How China aims to become number one in chess


Spotting young talent: students at a school chess tournament in Liaocheng in the province of Shandong
Bild: Getty

Three men, one goal: make China the leading chess nation – of all places, the country where the brain teaser was once banned. It’s almost done. But dark clouds are gathering.

When Ding Liren wins the World Chess Championship in the Kazakh capital of Astana, a bold vision formulated almost fifty years ago would be fulfilled: Project Great Dragon. It was mainly developed by three men: the Filipino Florencio Campomanes, who later became President of the World Chess Federation, Lim Kok Ann from Singapore, who made a name for himself as a microbiologist and organizer, and Tan Chin Nam, who soon became one of the richest men in Malaysia.

When they met in Kuala Lumpur in 1974, the three hatched a plan to make China the leading chess nation.
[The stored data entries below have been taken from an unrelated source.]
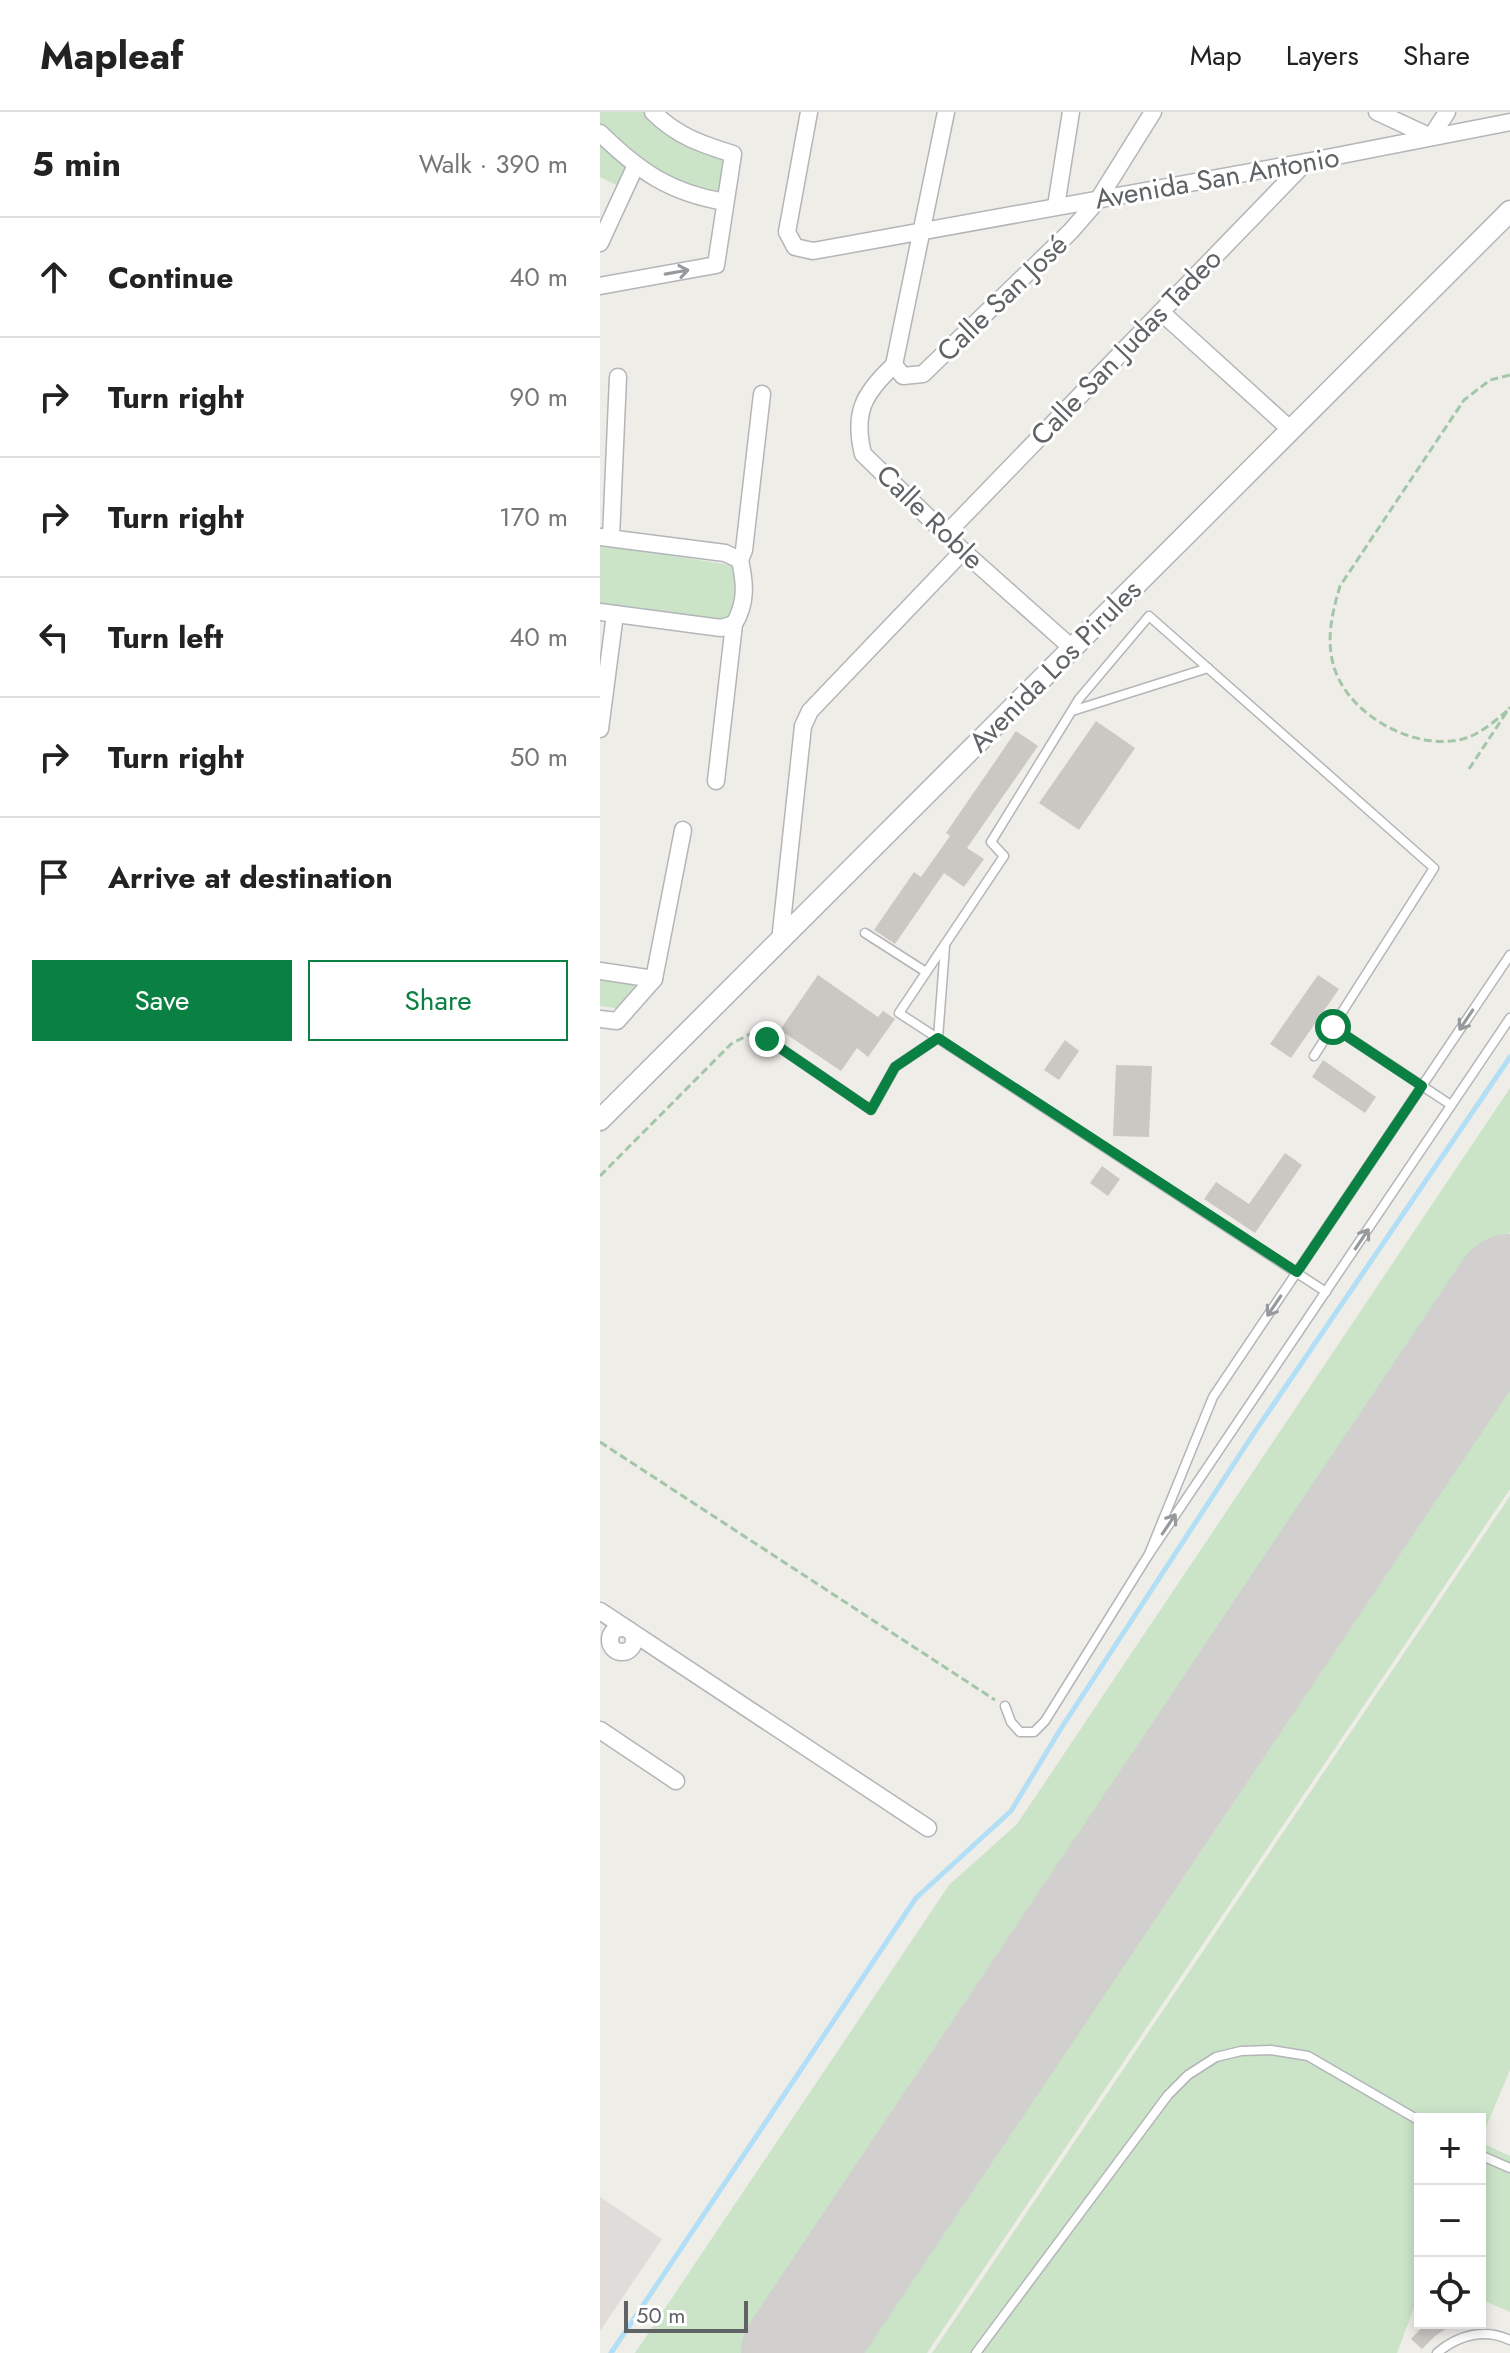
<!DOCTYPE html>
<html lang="en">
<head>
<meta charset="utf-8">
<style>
	:root { --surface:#fff; --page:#f2f2f2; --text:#222; --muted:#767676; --line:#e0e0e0; --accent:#0b8043 }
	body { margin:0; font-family:Jost,sans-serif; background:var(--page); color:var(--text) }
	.controls { position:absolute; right:24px; bottom:24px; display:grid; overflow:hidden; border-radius:0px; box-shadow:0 4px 12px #0003 }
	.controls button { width:72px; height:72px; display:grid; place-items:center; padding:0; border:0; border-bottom:2px solid var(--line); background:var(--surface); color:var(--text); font:40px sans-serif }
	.scale { position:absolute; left:24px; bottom:20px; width:124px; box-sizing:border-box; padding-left:8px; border:4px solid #5f6366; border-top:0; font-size:22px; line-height:28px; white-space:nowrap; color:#5f6366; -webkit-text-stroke:6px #fff; paint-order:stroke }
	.stop { position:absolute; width:24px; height:24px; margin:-18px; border:6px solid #0b8043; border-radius:50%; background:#fff }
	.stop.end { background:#0b8043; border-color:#fff; box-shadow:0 2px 8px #0008 }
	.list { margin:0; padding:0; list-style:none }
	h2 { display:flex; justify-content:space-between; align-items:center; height:104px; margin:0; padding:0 32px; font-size:34px }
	h2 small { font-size:26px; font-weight:400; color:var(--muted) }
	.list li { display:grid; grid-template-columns:52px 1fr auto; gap:24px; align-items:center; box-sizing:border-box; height:120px; padding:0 32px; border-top:2px solid var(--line) }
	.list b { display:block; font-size:30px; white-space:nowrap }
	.list em { font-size:26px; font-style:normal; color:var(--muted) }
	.actions { display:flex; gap:16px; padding:24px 32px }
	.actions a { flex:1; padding:18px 0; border:2px solid var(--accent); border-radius:0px; text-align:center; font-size:28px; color:var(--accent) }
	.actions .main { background:var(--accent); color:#fff }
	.icon { flex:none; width:44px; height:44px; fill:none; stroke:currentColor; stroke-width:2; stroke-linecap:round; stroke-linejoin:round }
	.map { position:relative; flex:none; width:910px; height:2241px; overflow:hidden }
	header { display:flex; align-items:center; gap:48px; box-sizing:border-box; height:112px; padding:0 40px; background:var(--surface); border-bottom:2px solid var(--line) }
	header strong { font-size:38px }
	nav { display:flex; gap:44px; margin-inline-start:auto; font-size:28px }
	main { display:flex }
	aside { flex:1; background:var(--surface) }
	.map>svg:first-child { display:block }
	.industrial { fill:#dfdcda }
	.green { fill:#cbe4c8 }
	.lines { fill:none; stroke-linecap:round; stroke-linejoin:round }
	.stream { stroke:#b2dff5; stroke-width:5 }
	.runway { stroke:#d1d0ce; stroke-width:112 }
	.building { fill:#cbc8c4 }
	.service-casing { stroke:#b3b5b8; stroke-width:11 }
	.minor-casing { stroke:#b3b5b8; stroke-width:19 }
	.tertiary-casing { stroke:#b3b5b8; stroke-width:23 }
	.path { stroke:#a3c6a9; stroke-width:3; stroke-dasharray:8 4; stroke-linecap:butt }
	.service { stroke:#fff; stroke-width:8 }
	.minor { stroke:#fff; stroke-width:16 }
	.tertiary { stroke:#fff; stroke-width:20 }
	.oneway { stroke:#979a9c }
	.route { stroke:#0b8043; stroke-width:10 }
	.labels { text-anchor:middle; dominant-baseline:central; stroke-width:6; stroke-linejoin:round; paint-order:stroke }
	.street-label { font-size:28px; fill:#5f6366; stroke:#fff }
</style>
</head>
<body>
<header>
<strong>Mapleaf</strong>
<nav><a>Map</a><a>Layers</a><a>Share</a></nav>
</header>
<main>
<aside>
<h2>5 min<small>Walk · 390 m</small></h2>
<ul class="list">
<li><svg class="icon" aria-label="ahead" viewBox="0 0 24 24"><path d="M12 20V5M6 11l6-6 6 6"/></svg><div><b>Continue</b></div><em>40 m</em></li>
<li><svg class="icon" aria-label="right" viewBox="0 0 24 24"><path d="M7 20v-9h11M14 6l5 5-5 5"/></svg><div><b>Turn right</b></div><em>90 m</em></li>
<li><svg class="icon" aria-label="right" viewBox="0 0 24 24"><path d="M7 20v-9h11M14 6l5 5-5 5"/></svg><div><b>Turn right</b></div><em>170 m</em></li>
<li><svg class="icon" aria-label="left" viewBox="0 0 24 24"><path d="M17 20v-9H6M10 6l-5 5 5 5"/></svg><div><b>Turn left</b></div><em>40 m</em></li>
<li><svg class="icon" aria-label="right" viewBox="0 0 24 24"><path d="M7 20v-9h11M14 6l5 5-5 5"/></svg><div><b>Turn right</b></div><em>50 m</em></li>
<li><svg class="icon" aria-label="arrive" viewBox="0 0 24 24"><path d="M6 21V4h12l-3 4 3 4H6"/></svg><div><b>Arrive at destination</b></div></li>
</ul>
<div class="actions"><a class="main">Save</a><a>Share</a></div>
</aside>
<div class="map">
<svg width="910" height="2241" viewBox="0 0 910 2241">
	<rect width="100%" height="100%" fill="#efede8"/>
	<path class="industrial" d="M0,2085L62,2127L0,2219Z"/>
	<g class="green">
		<path d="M0,0H53L133,42L125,90L36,53L24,77L0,65Z"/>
		<path d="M0,432L136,454L132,511L0,497Z"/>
		<path d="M0,862L48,870L23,897L0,894Z"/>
		<path d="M910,976V1120L156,2241H35L349,1773L417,1712Z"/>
		<path d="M910,1236V1377L327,2241H236Z"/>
		<path d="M910,1384V1958L880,2029V2007H820V2180L797,2241H332Z"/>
		<path d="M880,2030L910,2044V2200L880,2187Z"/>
	</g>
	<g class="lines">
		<path class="stream" d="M11,2241L316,1786L411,1699L460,1618L654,1321L910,945"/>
		<path class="runway" d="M197,2241L910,1178"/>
	</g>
	<g class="building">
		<path d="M496,609L535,636L479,718L439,691Z"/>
		<path d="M416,619L438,634L367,736L384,747L364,775L344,761L295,832L274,818L314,760L321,765L350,724L346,721Z"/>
		<path d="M218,863L278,905L283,899L295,907L268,945L257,936L241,959L180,918Z"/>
		<path d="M718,863L739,877L691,946L670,932Z"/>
		<path d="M465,928L479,939L459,968L444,958Z"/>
		<path d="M723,948L776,985L765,1001L712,965Z"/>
		<path d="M516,953L552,954L549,1025L513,1024Z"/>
		<path d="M685,1041L702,1053L655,1121L604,1087L616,1070L649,1092Z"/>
		<path d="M502,1054L520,1067L508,1084L490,1071Z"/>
		<path d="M826,2211H855L835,2224L822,2237L811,2227Z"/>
	</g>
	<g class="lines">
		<defs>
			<g id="service">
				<path d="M472,599L608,556"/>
				<path d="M265,821L326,860"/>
				<path d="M910,843L613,1285L549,1442L910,906"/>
				<path d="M733,915L851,993"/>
				<path d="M167,927L271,998L295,955L338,926L345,834"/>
				<path d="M714,944L834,756L549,504L479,587L391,730L404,744L299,901L726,1180"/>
				<path d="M405,1594L411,1610L420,1620H434L445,1609L549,1442"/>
				<path d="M880,2043L910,2056"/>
				<path d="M376,2241L568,1983L588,1963L616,1945L641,1939L671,1938L708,1944L820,2009"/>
				<path d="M837,2241C858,2223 884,2216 910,2228"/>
			</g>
			<g id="minor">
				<path d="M209,0L187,120L195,135L213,139L706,50L910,10"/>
				<path d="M777,0L831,25L847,0"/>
				<path d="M0,21C39,59 70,81 125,90"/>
				<path d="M456,94L471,0"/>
				<path d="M0,131L36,53"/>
				<path d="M0,174L116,153L133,42C101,32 77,24 53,0"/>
				<path d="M561,200L691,318"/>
				<path d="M294,253C263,282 253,301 263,342L363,439L472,536"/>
				<path d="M294,253L303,264L323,262L471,119L498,88L553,0"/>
				<path d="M294,253L346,0"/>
				<path d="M347,421L706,50"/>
				<path d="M0,425L125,441L140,448"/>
				<path d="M11,425L18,265"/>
				<path d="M140,448L144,438L162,282"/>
				<path d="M0,500L121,516L134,512C147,491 145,471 140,448"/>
				<path d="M0,617L15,502"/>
				<path d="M116,669L134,512"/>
				<path d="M180,829L203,614L210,599L363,439"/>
				<path d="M0,859L54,867L17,909L0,907"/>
				<path d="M54,867L83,718"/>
				<path d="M0,1499L328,1716"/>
				<circle cx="22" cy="1528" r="12"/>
				<path d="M0,1618L76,1669"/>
			</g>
			<path id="tertiary" d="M0,1008L910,99"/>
		</defs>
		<use href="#service" class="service-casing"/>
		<use href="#minor" class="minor-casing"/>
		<use href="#tertiary" class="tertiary-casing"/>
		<g class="path">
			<path d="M907,599C895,609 881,621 866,626C818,641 751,605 735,558C725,529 732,502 740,474L864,288L890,268L910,263"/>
			<path d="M869,657L910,595"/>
			<path d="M0,1064L131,932L150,922L155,923"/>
			<path d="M0,1330L395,1588"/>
		</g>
		<use href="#service" class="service"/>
		<use href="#minor" class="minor"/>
		<use href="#tertiary" class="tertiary"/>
	</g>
	<defs><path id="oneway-shaft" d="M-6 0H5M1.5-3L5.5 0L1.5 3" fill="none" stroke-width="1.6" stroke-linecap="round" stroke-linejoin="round" transform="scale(2)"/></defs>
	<g class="oneway">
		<use href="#oneway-shaft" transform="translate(77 160) rotate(-10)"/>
		<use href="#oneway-shaft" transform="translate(866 908) rotate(124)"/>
		<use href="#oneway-shaft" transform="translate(762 1127) rotate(-56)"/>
		<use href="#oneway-shaft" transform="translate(674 1194) rotate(124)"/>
		<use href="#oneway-shaft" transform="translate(569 1412) rotate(-56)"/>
	</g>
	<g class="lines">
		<path class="route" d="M167,927L271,998L295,955L338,926L697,1160L822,974L733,915"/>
	</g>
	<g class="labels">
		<g class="street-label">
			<text transform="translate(617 66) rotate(-10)">Avenida San Antonio</text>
			<text transform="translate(402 186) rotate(-44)">Calle San José</text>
			<text transform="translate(526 235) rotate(-46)">Calle San Judas Tadeo</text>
			<text transform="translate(330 405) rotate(44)">Calle Roble</text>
			<text transform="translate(455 554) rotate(-45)">Avenida Los Pirules</text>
		</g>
	</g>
</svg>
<div class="controls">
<button>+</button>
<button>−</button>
<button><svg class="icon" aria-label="locate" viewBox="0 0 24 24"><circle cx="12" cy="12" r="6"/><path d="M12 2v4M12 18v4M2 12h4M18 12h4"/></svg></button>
</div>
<div class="scale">50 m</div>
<div class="stop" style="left:733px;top:915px"></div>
<div class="stop end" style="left:167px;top:927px"></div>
</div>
</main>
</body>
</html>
And step by step: first for women, then for men, first as a team, then individually. At first glance, it was a ludicrous project. The Soviet Union dominated the brainteaser. In China, on the other hand, chess was banned during the Cultural Revolution and had only just been allowed again. If Chinese played chess, then Xiangqi. Traditional Chinese chess is not played on the squares but, like Go, on the intersections of the lines, with inscribed rather than symbolic pieces.